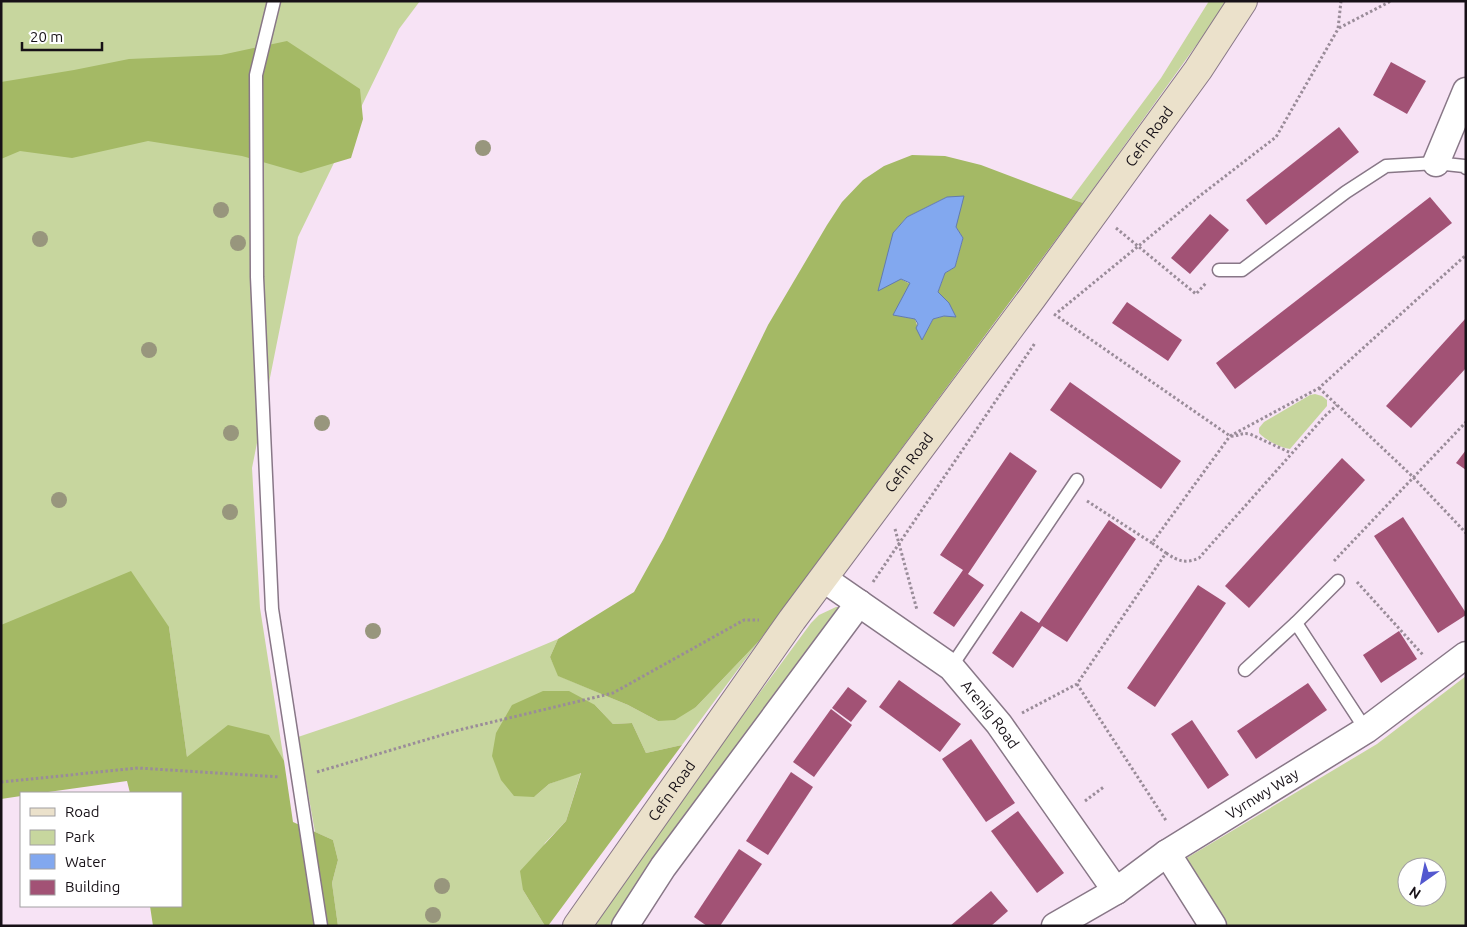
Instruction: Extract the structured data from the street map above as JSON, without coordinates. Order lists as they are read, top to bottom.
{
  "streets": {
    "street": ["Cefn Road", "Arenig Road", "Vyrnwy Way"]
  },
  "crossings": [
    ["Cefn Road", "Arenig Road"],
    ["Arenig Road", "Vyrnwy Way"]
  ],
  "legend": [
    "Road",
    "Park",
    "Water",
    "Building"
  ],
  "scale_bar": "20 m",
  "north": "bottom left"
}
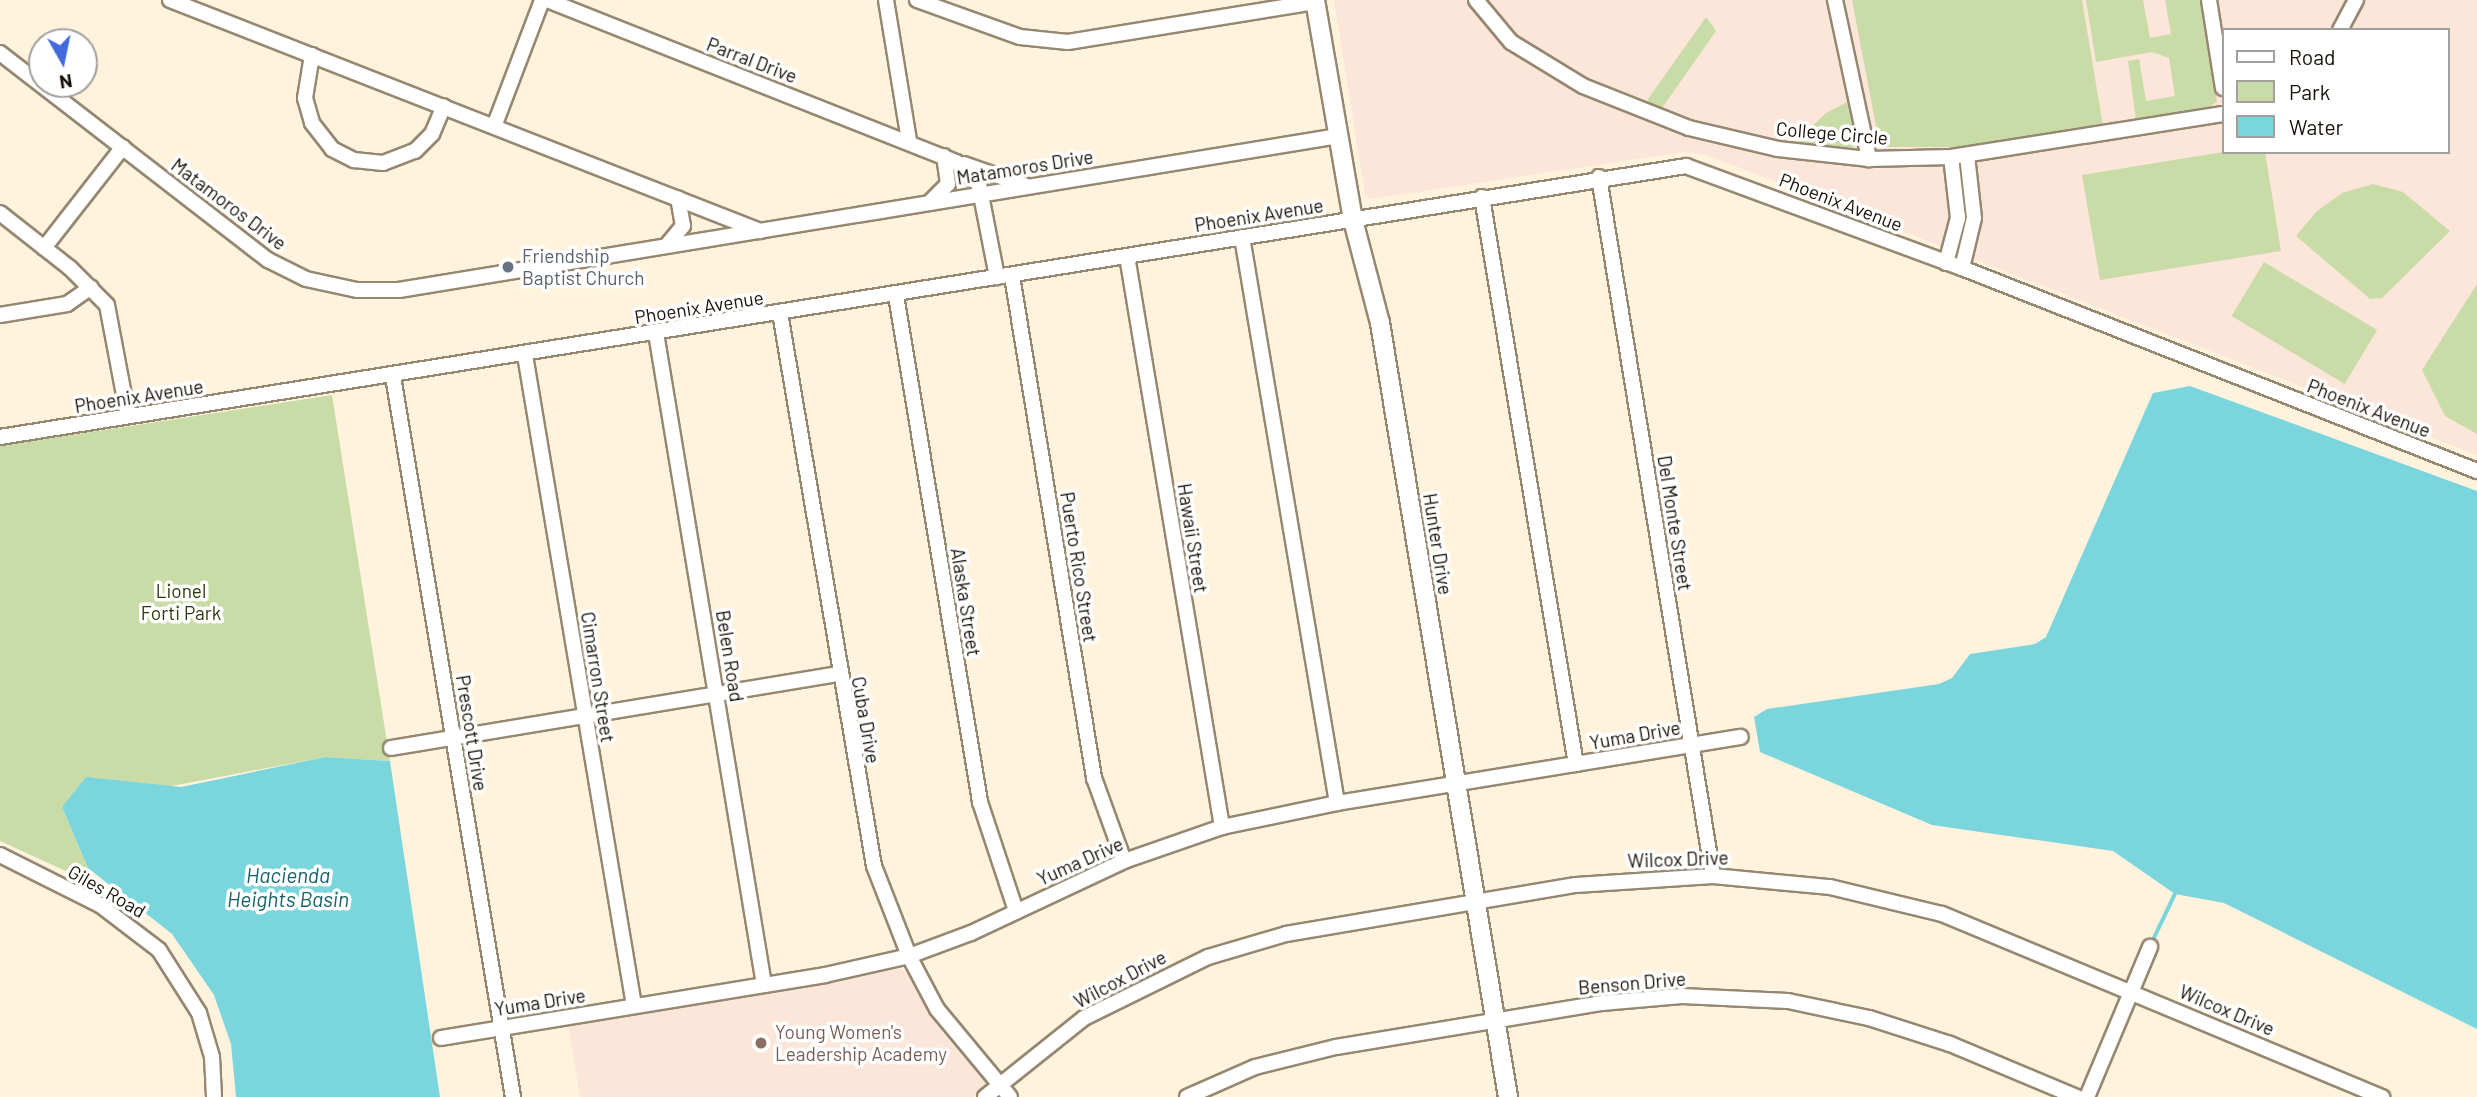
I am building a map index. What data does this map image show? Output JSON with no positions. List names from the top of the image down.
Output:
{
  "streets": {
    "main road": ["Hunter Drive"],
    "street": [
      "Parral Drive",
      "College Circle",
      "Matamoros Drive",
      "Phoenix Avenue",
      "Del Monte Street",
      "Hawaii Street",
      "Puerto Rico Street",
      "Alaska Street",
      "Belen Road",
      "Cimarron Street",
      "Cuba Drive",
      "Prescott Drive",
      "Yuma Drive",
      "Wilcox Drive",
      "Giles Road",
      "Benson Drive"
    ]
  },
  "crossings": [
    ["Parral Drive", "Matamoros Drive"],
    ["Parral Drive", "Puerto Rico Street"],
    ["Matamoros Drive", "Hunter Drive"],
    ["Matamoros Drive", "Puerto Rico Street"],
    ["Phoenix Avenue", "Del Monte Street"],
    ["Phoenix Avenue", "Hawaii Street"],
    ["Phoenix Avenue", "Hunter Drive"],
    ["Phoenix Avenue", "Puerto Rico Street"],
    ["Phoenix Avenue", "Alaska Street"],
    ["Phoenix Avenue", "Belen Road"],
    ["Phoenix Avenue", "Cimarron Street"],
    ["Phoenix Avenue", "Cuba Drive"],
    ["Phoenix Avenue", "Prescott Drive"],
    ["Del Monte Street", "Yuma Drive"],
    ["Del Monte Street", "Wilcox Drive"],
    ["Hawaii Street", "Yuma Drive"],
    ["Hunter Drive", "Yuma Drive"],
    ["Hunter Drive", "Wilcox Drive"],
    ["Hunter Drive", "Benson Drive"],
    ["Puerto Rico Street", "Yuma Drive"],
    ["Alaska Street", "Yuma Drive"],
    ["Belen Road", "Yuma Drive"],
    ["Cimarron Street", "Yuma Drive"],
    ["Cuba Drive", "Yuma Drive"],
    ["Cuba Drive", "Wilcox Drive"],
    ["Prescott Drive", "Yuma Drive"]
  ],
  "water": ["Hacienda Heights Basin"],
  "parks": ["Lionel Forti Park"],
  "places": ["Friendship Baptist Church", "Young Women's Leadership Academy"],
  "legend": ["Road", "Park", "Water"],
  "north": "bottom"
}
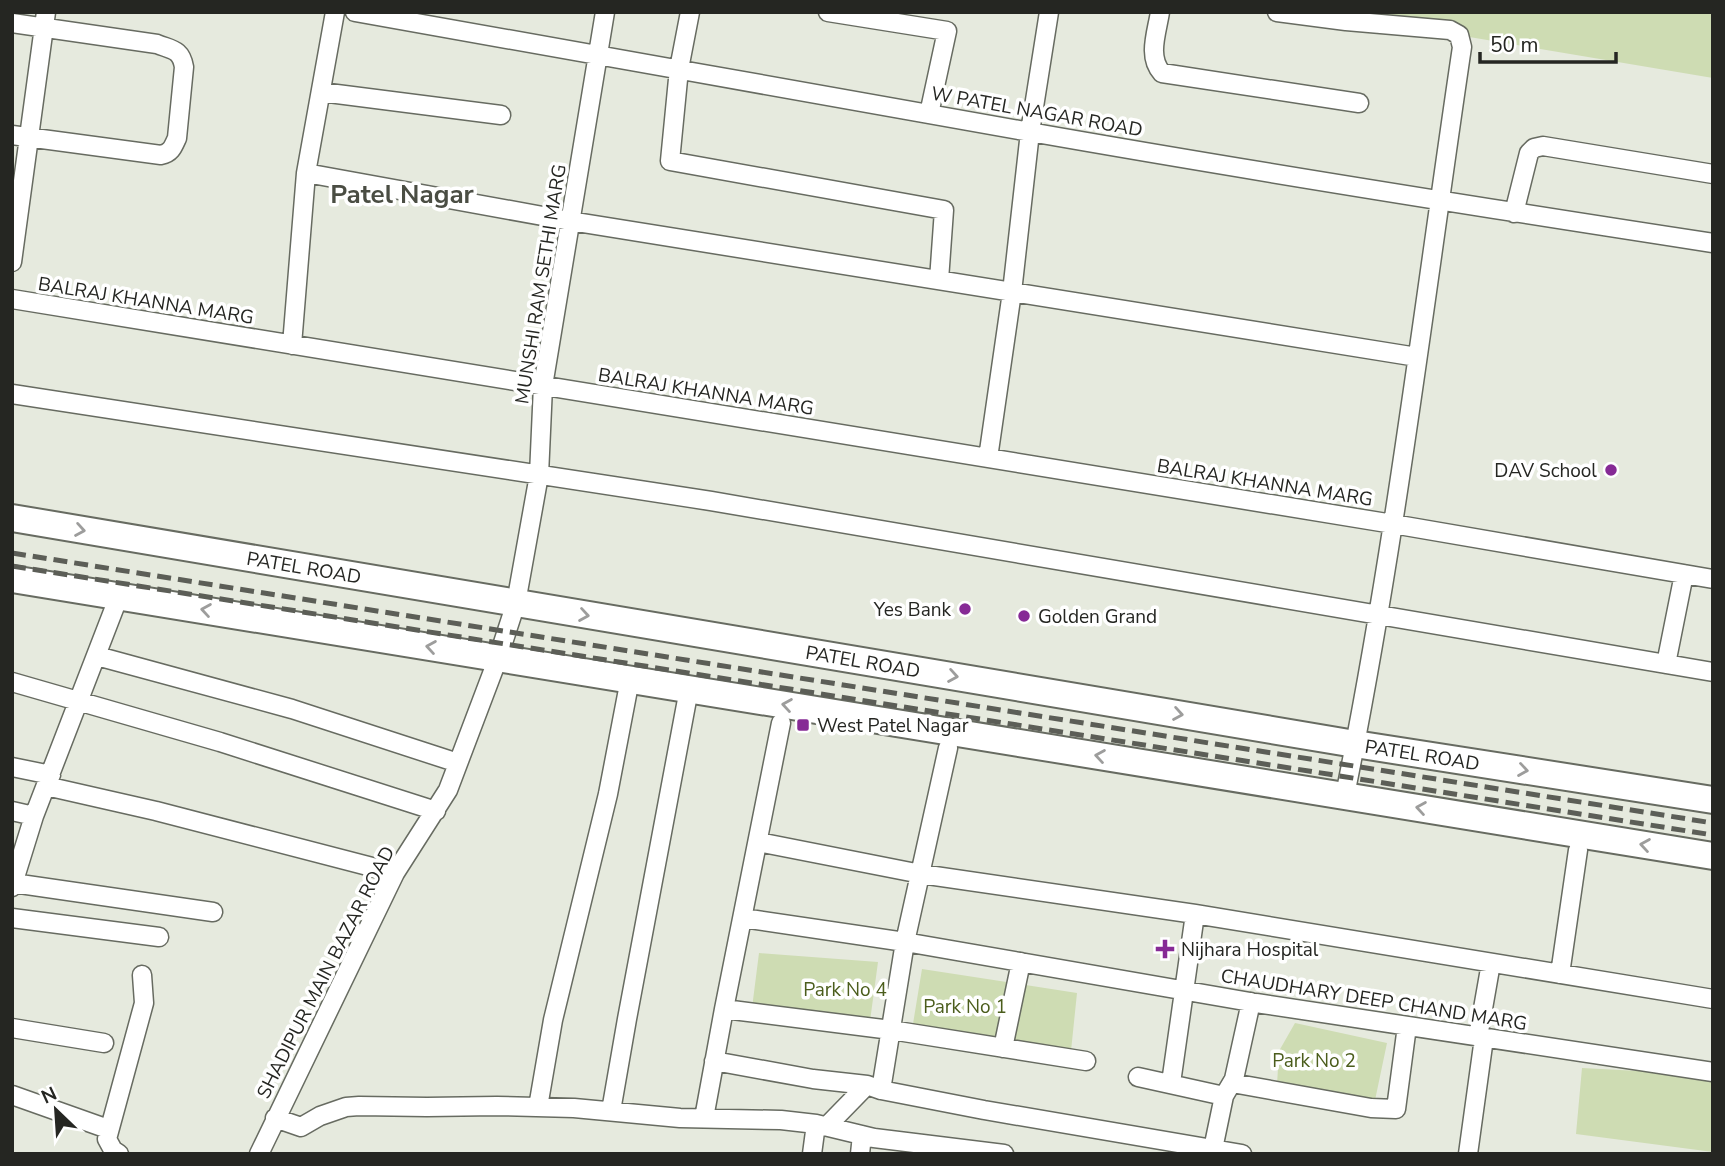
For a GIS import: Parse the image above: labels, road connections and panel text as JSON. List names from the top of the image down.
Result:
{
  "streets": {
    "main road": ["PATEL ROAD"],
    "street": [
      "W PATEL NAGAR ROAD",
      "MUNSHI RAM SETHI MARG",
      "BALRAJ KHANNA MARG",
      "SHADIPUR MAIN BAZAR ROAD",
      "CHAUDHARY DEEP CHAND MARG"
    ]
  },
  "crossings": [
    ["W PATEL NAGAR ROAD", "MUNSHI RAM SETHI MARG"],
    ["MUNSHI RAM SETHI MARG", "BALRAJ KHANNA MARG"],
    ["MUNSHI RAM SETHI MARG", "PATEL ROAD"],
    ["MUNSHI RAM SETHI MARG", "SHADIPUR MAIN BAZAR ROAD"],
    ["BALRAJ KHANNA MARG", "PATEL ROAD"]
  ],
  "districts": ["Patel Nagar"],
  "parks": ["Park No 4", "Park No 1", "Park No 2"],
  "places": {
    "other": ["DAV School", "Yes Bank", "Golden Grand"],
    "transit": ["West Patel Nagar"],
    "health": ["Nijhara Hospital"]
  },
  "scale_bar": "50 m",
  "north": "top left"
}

-=-=-

§ **What is required**
Search the listing for the word "JSON" and return each line that holds it.

§ **Answer to the problem**
Instruction: Extract the structured data from the street map above as JSON, without coordinates. Order lists as they are read, top to bottom.
I am building a map index. What data does this map image show? Output JSON with no positions. List names from the top of the image down.
For a GIS import: Parse the image above: labels, road connections and panel text as JSON. List names from the top of the image down.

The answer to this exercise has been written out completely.